Lattice Thermal Conductivity, Nernst-Ettinghausen Effect, and Specific Heat in Antimony at Low Temperature

Abstract

The lattice thermal conductivity, the high-field Nernst-Ettinghausen thermoelectric coefficient, and the specific heat of antimony have been determined in the temperature range 0.4-2.4°K. Thermal-conductivity results confirm the predominance of phonon-electron normal scattering in the lowest range of temperatures with the expected $T^2$ law. The dramatic increase in the lattice thermal conductivity above 1.5°K is thought to be due to the inability of the electrons to scatter phonons with wave numbers $q>\mathrm{}2\mathrm{}{k}_F$, where $2k_F$ is the diameter of a charge carrier's Fermi pocket. An effective scattering Debye temperature of ${\Theta }^{*}=\left(\frac{2k_F}{q_D}\right)\Theta \approx 25°$K is in good agreement with experimental results. Nernst-Ettinghausen results give the total electronic density of states $Z=(1.10\mathrm{}\pm 0.07)\times {10}^{33}$ ${\mathrm{erg}}^{-1\mathrm{}}$ ${\mathrm{cm}}^{-3\mathrm{}}$; the presence of a phonon-drag contribution is confirmed and discussed.
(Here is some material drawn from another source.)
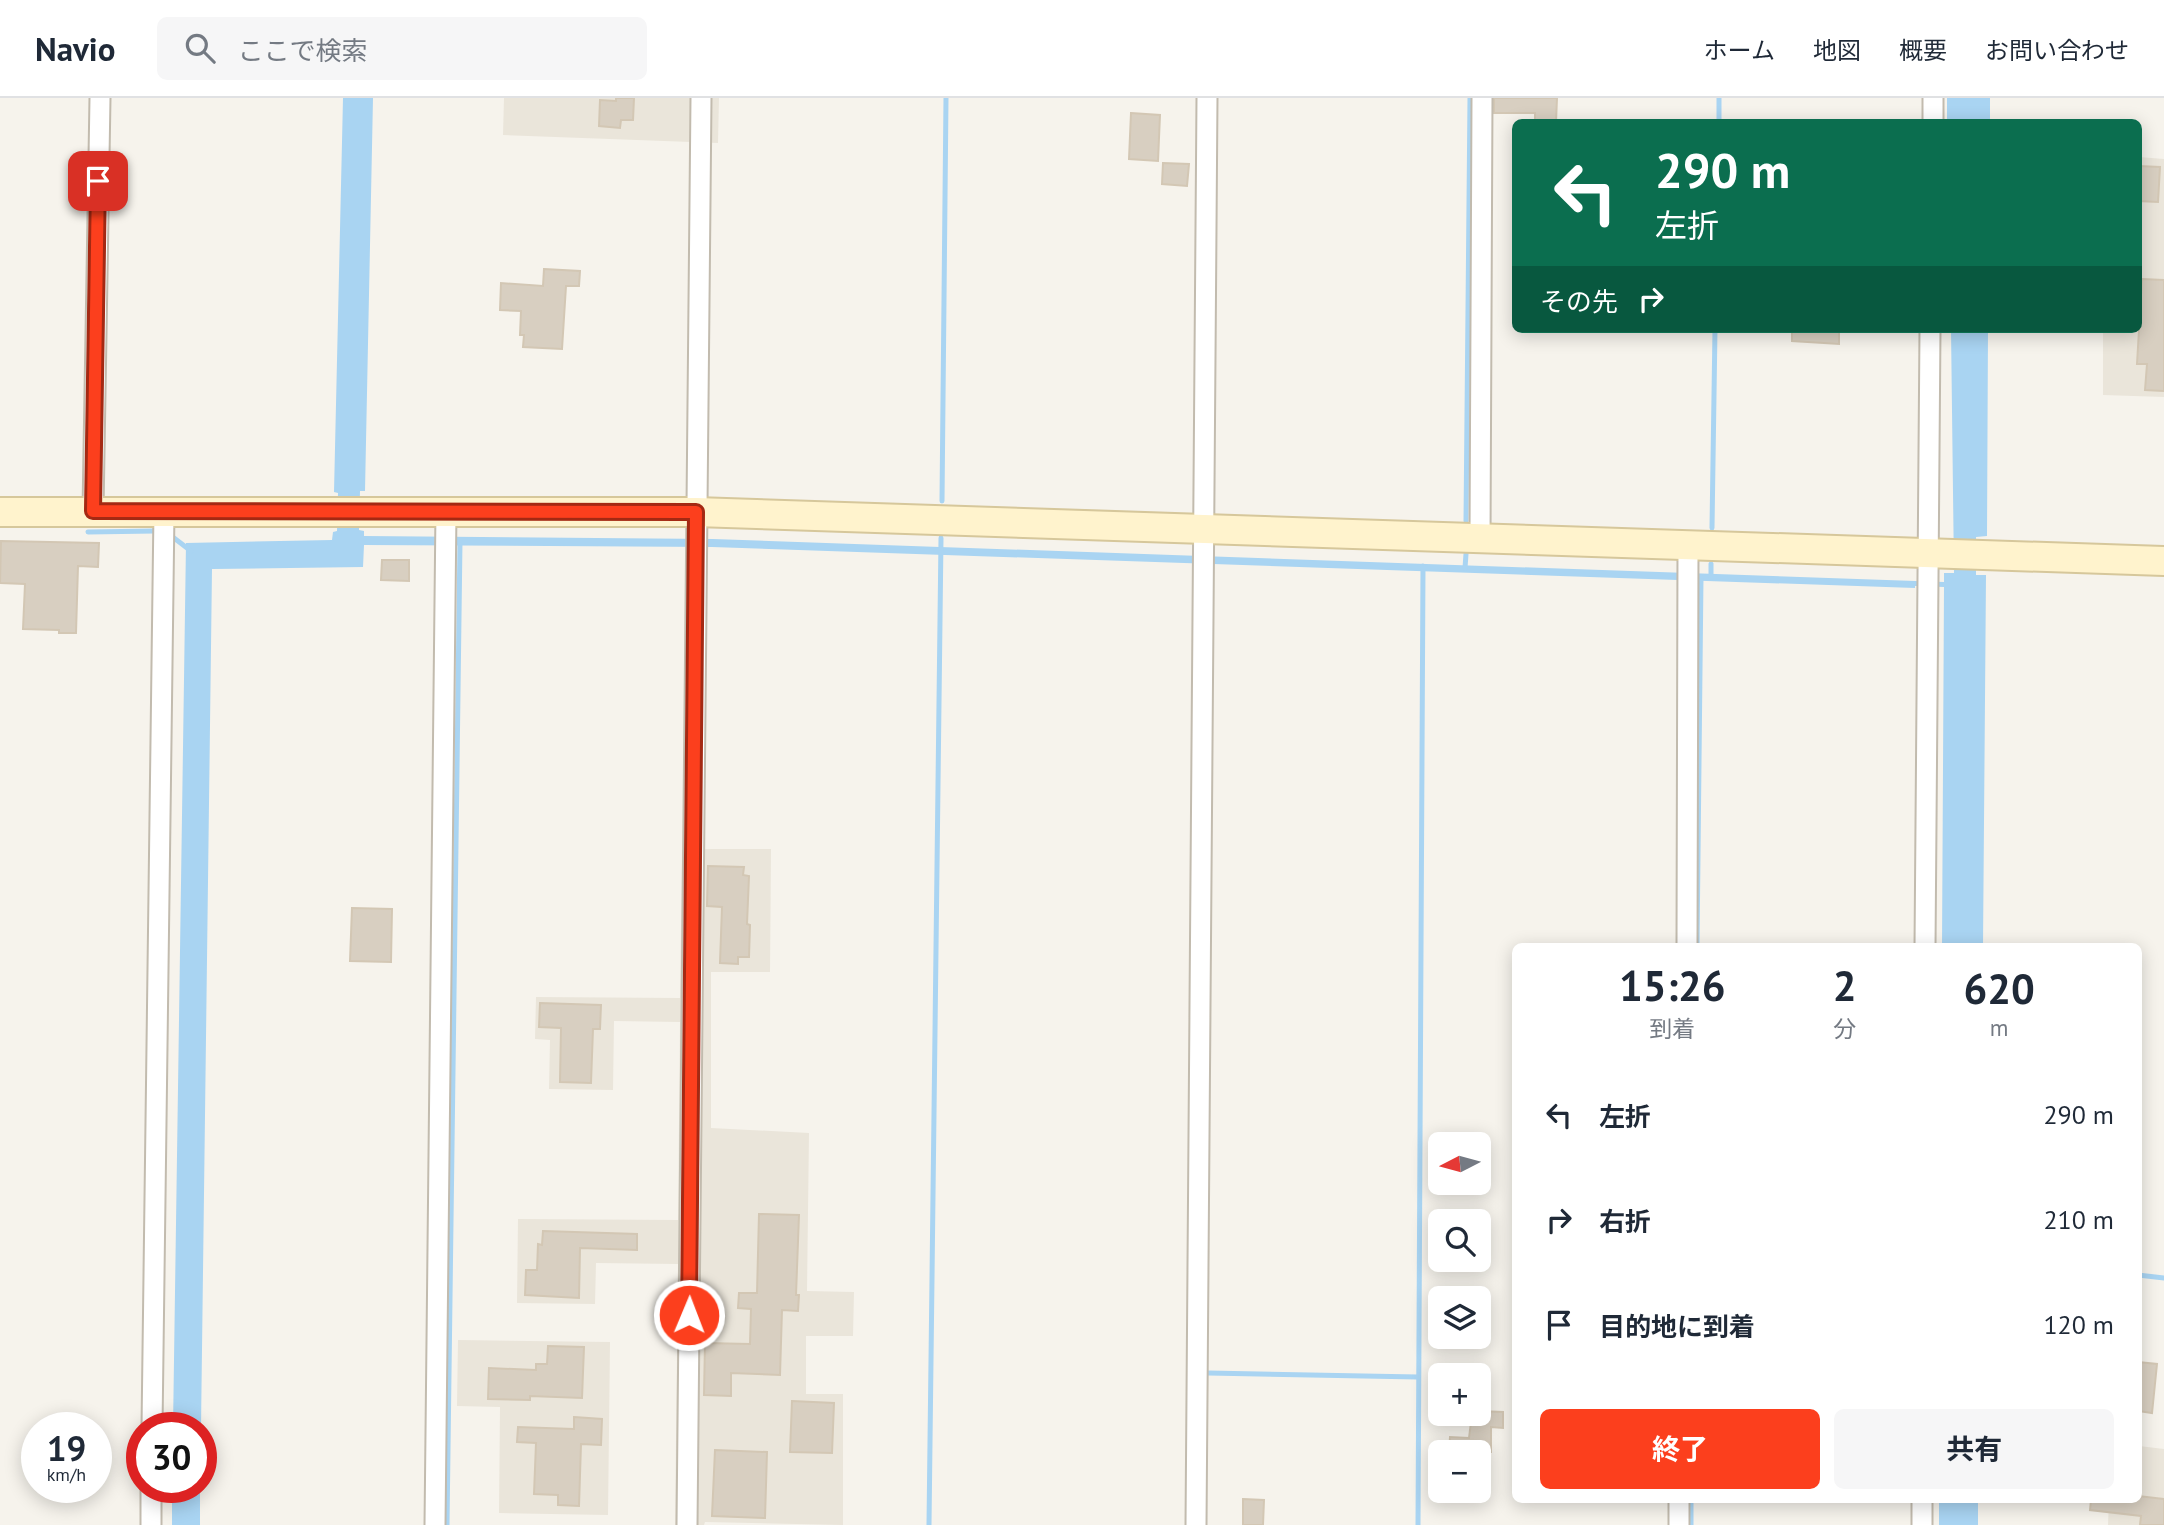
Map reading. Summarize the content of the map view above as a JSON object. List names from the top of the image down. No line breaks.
{"north":"left","page":{"header":"Navio","search":"ここで検索","nav":["ホーム","地図","概要","お問い合わせ"],"turn":["290 m","左折"],"then":"その先","eta":["15:26","到着","2","分","620","m"],"list":[{"name":"左折","value":"290 m"},{"name":"右折","value":"210 m"},{"name":"目的地に到着","value":"120 m"}],"map_buttons":["+","−"],"buttons":["終了","共有"],"speed":"19 km/h","limit":"30"}}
The specific-heat results, $C=(116.5\mathrm{}\pm 6.4)T+(211.0\pm 5.3)T^3+1.97\mathrm{}\pm 0.23)T^{-2\mathrm{}}$ in μJ ${\left(\mathrm{m}\mathrm{o}\mathrm{l}\mathrm{e}\mathrm{°}\mathrm{K}\right)}^{-1\mathrm{}}$, are compared with the results of transport measurements and with recent specific-heat determinations.